S3 object ownership

S3 object ownership is a bucket-level setting in the Ceph Object Gateway (RGW) that defines who owns uploaded objects and whether Access Control Lists (ACLs) are evaluated for access decisions. Use object ownership to simplify access control, improve consistency in multi-tenant deployments, and reduce reliance on ACLs.

Ceph Object Gateway supports three S3-compatible ownership modes. Each ownership mode determines how object ownership is assigned at upload time and how ACLs are evaluated.

Object ownership can be configured at bucket creation or updated on existing buckets

• Set object ownership during bucket creation by using the x-amz-object-ownership header. For more information, see Set object ownership when creating a bucket.
• Use bucket ownership control operations to set, get, or delete ownership configuration. For more information, see Updating bucket ownership controls.

ObjectWriter

• This is the default behavior in Ceph Object Gateway.
• The uploader owns the object.
• ACLs are enabled.
• Access evaluation uses policies and ACLs.

BucketOwnerEnforced

• The bucket owner owns all objects.
• ACLs are disabled; ACL operations such as PutObjectAcl fail.
• Upload requests that specify ACLs other than bucket-owner-full-control fail.
• Access evaluation uses policies only.
• When you update an existing bucket to BucketOwnerEnforced by using PutBucketOwnershipControls, the bucket ACL must be private. If the bucket ACL is not private, the request fails with the error InvalidBucketAclWithObjectOwnership (HTTP 400). This requirement does not apply when you set BucketOwnerEnforced during bucket creation by using the x-amz-object-ownership header.

BucketOwnerPreferred

• Uploader owns the object by default.
• The bucket owner becomes the owner if the upload includes the bucket-owner-full-control canned ACL.
• ACLs remain enabled.
• Access evaluation uses policies and ACLs.

Using object ownership

You can use object ownership to simplify access control and ensure consistent ownership behavior across different workloads.

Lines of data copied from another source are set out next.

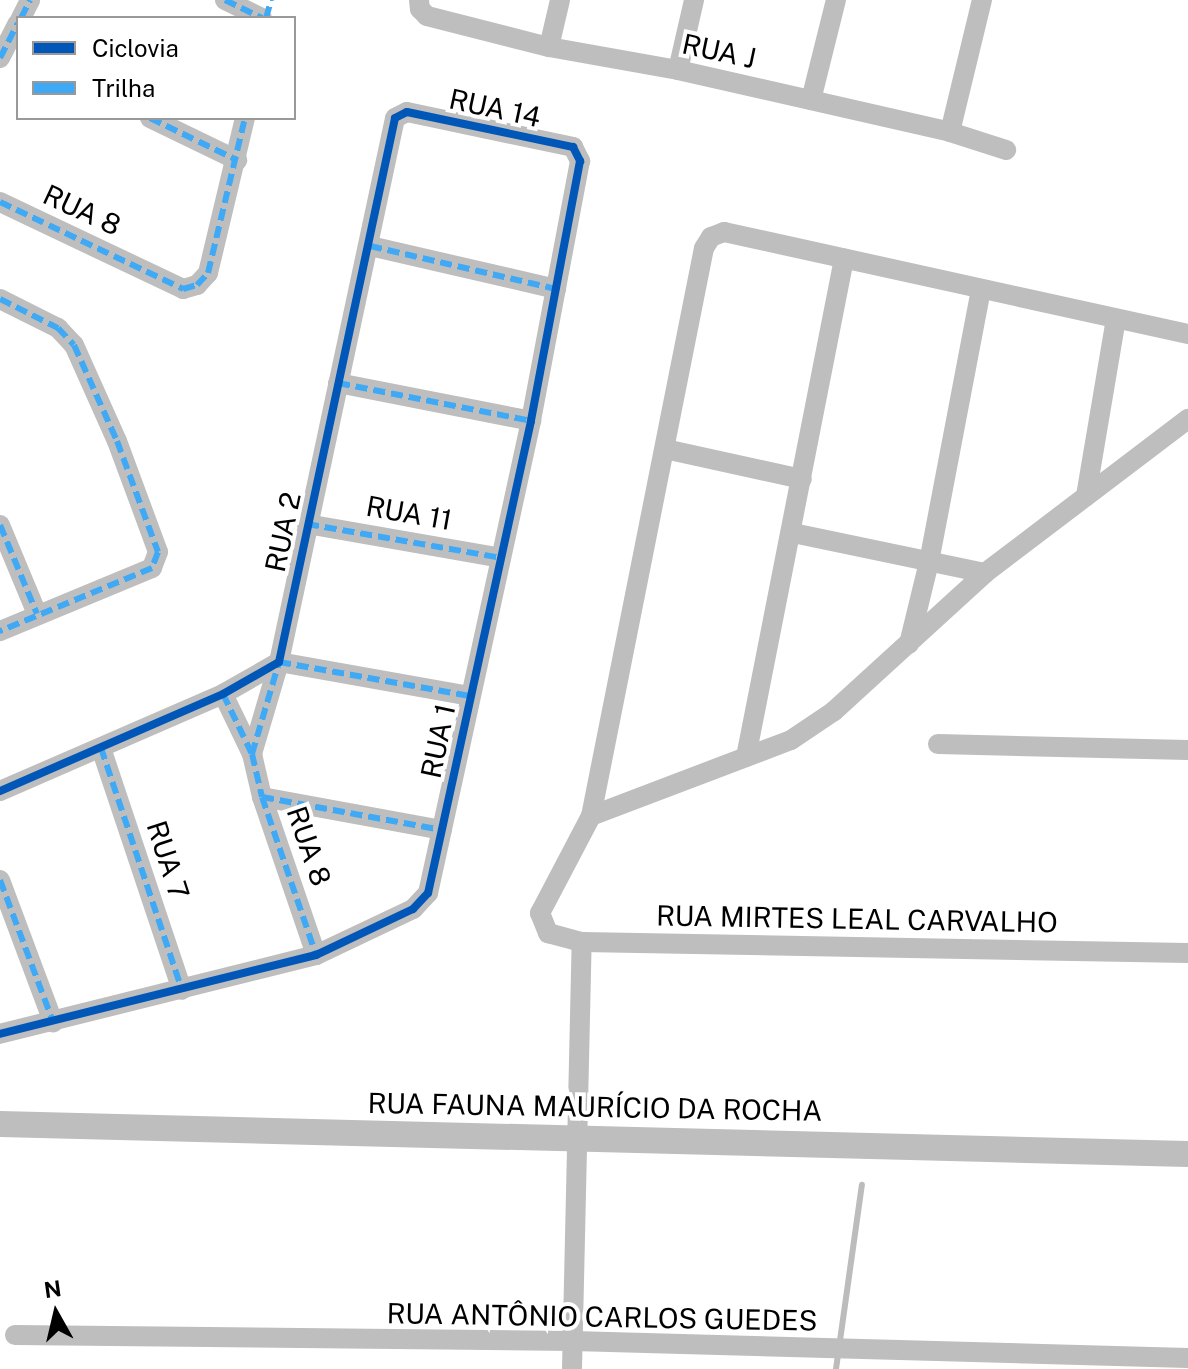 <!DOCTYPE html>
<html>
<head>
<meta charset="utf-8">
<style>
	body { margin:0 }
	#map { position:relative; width:1188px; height:1369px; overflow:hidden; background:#fff; font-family:"Public Sans",sans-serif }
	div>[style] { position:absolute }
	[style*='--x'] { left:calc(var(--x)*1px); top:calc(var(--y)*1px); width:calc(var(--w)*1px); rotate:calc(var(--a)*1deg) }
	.stream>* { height:6px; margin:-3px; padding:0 3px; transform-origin:3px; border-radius:3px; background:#bcbcbc }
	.minor>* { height:20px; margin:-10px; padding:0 10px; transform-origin:10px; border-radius:10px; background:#bebebe }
	.tertiary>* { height:26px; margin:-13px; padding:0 13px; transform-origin:13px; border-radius:13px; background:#bebebe }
	.quiet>* { height:6px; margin-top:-3px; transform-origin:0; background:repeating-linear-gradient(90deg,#3fa9f5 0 12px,transparent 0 18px) }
	.cycleway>* { height:8px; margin:-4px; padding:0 4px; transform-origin:4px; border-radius:4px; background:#0057b8 }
	span { translate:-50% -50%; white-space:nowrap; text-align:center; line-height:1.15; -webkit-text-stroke:8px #fff; paint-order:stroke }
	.street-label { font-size:28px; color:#000 }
	.legend { position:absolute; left:16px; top:16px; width:280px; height:104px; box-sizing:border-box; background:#fff; border:2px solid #999; margin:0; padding:10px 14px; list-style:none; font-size:24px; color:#000 }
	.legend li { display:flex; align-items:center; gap:16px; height:40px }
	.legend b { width:40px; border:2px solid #999 }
	.north { position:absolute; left:16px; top:1273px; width:80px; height:80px; -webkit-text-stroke:6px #fff; paint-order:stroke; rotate:352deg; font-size:22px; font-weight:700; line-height:32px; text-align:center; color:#000 }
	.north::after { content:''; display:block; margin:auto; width:28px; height:36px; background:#000; clip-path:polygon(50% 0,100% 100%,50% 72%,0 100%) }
</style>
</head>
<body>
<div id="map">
	<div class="stream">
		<i style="--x:836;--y:1369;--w:186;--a:-82"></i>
	</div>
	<div class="minor">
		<i style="--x:225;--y:0;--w:41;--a:25.9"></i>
		<i style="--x:419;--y:0;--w:9;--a:84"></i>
		<i style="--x:420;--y:9;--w:10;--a:45"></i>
		<i style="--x:427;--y:16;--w:126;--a:14.3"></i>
		<i style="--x:549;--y:47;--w:131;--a:10.1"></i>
		<i style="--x:678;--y:70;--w:279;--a:12.8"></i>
		<i style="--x:950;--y:132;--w:59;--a:17.8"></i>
		<i style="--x:21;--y:18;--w:20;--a:-63"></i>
		<i style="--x:549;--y:47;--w:48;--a:-76.8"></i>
		<i style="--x:0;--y:58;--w:39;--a:-63"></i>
		<i style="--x:678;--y:70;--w:72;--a:-77.1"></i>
		<i style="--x:811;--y:100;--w:103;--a:-76"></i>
		<i style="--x:150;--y:118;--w:97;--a:25.8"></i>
		<i style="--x:950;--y:132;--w:136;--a:-76.4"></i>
		<i style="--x:0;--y:202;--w:203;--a:25.4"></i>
		<i style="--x:183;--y:289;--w:15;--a:-16"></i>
		<i style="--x:197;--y:285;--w:16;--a:-47"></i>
		<i style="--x:208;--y:273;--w:159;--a:-76.6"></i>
		<i style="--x:370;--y:246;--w:191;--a:13"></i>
		<i style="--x:0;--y:299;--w:65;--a:26.6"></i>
		<i style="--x:58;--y:328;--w:23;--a:47"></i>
		<i style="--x:74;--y:345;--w:105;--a:65.9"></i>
		<i style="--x:117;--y:441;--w:118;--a:69.7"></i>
		<i style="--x:158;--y:552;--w:17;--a:111"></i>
		<i style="--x:152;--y:568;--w:165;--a:157.5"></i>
		<i style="--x:1188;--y:334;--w:475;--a:-167.6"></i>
		<i style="--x:724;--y:232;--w:14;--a:159"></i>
		<i style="--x:711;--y:237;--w:13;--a:122"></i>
		<i style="--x:704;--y:248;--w:579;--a:101.25"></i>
		<i style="--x:591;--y:816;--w:110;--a:117.7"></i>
		<i style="--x:540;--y:913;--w:22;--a:68"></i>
		<i style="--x:548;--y:933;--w:35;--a:15"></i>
		<i style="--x:582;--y:942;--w:606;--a:1.04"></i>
		<i style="--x:338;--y:383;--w:197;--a:11.1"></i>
		<i style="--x:665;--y:449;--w:140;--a:12.4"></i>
		<i style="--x:1086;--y:496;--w:180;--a:-80.4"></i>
		<i style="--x:307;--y:524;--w:197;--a:9.9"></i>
		<i style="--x:0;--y:525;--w:96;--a:67.4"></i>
		<i style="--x:793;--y:533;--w:196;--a:11.8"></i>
		<i style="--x:909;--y:644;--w:84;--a:-76.3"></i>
		<i style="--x:929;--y:562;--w:277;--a:-79.2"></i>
		<i style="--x:223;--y:694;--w:67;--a:64.2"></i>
		<i style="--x:252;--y:754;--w:44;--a:76.9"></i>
		<i style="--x:262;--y:797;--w:167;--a:71.1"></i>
		<i style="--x:938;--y:744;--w:250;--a:1.4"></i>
		<i style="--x:101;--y:748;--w:255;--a:71.5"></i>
		<i style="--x:252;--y:754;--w:96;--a:-73.6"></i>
		<i style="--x:279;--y:662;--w:194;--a:10.1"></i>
		<i style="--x:746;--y:757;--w:508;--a:-78.87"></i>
		<i style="--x:0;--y:791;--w:243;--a:-23.5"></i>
		<i style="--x:223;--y:694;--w:64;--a:-29.7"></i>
		<i style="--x:279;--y:662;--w:556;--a:-77.96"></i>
		<i style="--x:395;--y:118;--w:13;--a:-27"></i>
		<i style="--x:407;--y:112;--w:170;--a:11.9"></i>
		<i style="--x:573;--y:147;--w:16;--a:63"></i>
		<i style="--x:580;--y:161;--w:265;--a:100.7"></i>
		<i style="--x:531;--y:421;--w:483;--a:102.3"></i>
		<i style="--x:428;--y:893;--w:22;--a:133"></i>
		<i style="--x:413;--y:909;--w:107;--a:154.6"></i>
		<i style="--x:316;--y:955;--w:326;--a:166"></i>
		<i style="--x:262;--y:797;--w:183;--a:10.4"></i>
		<i style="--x:591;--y:816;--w:214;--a:-20.8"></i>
		<i style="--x:791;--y:740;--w:52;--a:-34"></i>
		<i style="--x:834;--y:711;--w:205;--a:-42.4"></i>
		<i style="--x:985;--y:573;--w:255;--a:-37.2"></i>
		<i style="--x:0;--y:880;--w:152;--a:69.5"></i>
		<i style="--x:15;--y:1335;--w:558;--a:0.62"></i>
		<i style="--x:573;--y:1341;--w:615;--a:1.58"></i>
		<i style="--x:572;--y:1369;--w:427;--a:-88.7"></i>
	</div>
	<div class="tertiary">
		<i style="--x:0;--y:1124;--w:1188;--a:1.45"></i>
	</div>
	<div class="quiet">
		<i style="--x:225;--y:0;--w:41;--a:25.9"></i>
		<i style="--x:21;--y:18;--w:20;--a:-63"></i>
		<i style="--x:266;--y:18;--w:19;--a:-74"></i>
		<i style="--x:0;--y:58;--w:39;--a:-63"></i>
		<i style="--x:150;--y:118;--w:97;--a:25.8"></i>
		<i style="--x:0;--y:202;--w:203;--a:25.4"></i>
		<i style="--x:183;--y:289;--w:15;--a:-16"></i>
		<i style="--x:197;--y:285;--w:16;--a:-47"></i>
		<i style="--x:208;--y:273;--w:159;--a:-76.6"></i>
		<i style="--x:370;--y:246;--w:191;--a:13"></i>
		<i style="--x:0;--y:299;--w:65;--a:26.6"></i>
		<i style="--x:58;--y:328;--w:23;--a:47"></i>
		<i style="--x:74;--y:345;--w:105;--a:65.9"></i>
		<i style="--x:117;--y:441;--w:118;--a:69.7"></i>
		<i style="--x:158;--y:552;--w:17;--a:111"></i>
		<i style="--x:152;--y:568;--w:165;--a:157.5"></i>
		<i style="--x:338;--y:383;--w:197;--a:11.1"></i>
		<i style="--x:307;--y:524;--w:197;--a:9.9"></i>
		<i style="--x:0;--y:525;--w:96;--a:67.4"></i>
		<i style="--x:223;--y:694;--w:67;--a:64.2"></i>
		<i style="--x:252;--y:754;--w:44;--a:76.9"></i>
		<i style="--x:262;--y:797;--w:167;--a:71.1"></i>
		<i style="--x:101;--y:748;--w:255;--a:71.5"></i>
		<i style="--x:252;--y:754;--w:96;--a:-73.6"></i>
		<i style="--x:279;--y:662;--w:194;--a:10.1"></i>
		<i style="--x:262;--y:797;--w:183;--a:10.4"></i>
		<i style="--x:0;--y:880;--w:152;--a:69.5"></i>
	</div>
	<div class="cycleway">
		<i style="--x:0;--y:791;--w:243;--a:-23.5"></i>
		<i style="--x:223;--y:694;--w:64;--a:-29.7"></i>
		<i style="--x:279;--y:662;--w:556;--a:-77.96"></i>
		<i style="--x:395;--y:118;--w:13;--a:-27"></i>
		<i style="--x:407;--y:112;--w:170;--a:11.9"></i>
		<i style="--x:573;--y:147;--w:16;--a:63"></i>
		<i style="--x:580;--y:161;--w:265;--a:100.7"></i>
		<i style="--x:531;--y:421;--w:483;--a:102.3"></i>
		<i style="--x:428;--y:893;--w:22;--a:133"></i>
		<i style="--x:413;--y:909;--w:107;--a:154.6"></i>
		<i style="--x:316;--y:955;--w:326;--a:166"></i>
	</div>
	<div class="street-label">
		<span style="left:719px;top:51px;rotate:12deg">RUA J</span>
		<span style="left:495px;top:108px;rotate:12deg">RUA 14</span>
		<span style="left:82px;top:210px;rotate:25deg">RUA 8</span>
		<span style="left:409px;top:513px;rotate:10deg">RUA 11</span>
		<span style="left:283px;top:532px;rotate:-78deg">RUA 2</span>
		<span style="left:438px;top:741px;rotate:-78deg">RUA 1</span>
		<span style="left:309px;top:846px;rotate:71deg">RUA 8</span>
		<span style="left:168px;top:860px;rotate:72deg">RUA 7</span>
		<span style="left:857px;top:919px;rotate:1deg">RUA MIRTES LEAL CARVALHO</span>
		<span style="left:595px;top:1107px;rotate:1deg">RUA FAUNA MAURÍCIO DA ROCHA</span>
		<span style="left:602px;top:1317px;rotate:1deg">RUA ANTÔNIO CARLOS GUEDES</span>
	</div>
	<ul class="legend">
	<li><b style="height:10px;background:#0057b8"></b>Ciclovia</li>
	<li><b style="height:10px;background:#3fa9f5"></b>Trilha</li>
	</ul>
	<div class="north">N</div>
</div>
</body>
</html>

• Policy‑only access (optional): Disable ACLs and rely solely on bucket or IAM‑style policies.
• Consistent multi‑tenant behavior: Ensure the bucket owner retains object ownership when multiple users upload to the same bucket.
• Compatibility: Match modern S3 application expectations for bucket‑owner‑controlled access.

Table 1. Mode behavior summary

Mode	Ownership	ACL Behavior
ObjectWriter	Uploader	ACLs enabled; evaluated with policies
BucketOwnerEnforced	Bucket owner for all objects	ACLs disabled; ACL operations fail; access evaluated by policies only
BucketOwnerPreferred	Uploader by default; bucket owner when request includes bucket-owner-full-control	ACLs enabled; evaluated with policies

Effects on object operations

Object ownership controls how uploads and ACL-related APIs behave:

Uploads and ACL-related API behaviors in BucketOwnerEnforced operations

• PutObjectAcl and PutBucketAcl return an error.
• Upload requests that specify ACLs other than bucket-owner-full-control fail.
• Access decisions use only policies.

Uploads and ACL-related API behaviors in BucketOwnerPreferred and ObjectWriter operations

• ACLs are enabled and evaluated.
• Object ownership follows the mode-specific rules described above.